- ASSIGNMENT
Through the line that contains "I am building", return the data below exactly, starting at its first line; leave the rest out.

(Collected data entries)

※

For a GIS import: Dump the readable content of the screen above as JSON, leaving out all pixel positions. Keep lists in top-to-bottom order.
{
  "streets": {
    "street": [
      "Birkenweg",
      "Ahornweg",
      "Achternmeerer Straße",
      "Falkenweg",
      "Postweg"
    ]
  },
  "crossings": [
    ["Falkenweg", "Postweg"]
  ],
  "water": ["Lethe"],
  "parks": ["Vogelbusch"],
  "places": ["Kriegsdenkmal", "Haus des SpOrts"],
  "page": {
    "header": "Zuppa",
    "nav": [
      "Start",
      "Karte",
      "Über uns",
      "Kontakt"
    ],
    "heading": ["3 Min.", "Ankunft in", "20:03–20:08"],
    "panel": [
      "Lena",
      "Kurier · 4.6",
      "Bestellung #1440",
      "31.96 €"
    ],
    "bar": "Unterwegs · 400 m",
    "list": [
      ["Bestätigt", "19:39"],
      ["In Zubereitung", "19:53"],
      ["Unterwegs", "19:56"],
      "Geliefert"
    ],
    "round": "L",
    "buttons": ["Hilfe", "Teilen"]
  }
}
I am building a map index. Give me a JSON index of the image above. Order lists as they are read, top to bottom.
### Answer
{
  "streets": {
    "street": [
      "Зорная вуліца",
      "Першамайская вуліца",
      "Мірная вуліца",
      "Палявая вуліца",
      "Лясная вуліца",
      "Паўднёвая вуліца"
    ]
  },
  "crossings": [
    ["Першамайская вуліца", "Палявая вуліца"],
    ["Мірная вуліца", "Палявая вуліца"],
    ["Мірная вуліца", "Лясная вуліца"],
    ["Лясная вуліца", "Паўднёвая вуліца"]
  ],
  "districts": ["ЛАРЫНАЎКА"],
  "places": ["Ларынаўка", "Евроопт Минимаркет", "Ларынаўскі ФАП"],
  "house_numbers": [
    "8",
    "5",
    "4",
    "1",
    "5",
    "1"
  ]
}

※

- EXERCISE RESULT
For a GIS import: Dump the readable content of the screen above as JSON, leaving out all pixel positions. Keep lists in top-to-bottom order.
{
  "streets": {
    "street": [
      "Birkenweg",
      "Ahornweg",
      "Achternmeerer Straße",
      "Falkenweg",
      "Postweg"
    ]
  },
  "crossings": [
    ["Falkenweg", "Postweg"]
  ],
  "water": ["Lethe"],
  "parks": ["Vogelbusch"],
  "places": ["Kriegsdenkmal", "Haus des SpOrts"],
  "page": {
    "header": "Zuppa",
    "nav": [
      "Start",
      "Karte",
      "Über uns",
      "Kontakt"
    ],
    "heading": ["3 Min.", "Ankunft in", "20:03–20:08"],
    "panel": [
      "Lena",
      "Kurier · 4.6",
      "Bestellung #1440",
      "31.96 €"
    ],
    "bar": "Unterwegs · 400 m",
    "list": [
      ["Bestätigt", "19:39"],
      ["In Zubereitung", "19:53"],
      ["Unterwegs", "19:56"],
      "Geliefert"
    ],
    "round": "L",
    "buttons": ["Hilfe", "Teilen"]
  }
}
I am building a map index. Give me a JSON index of the image above. Order lists as they are read, top to bottom.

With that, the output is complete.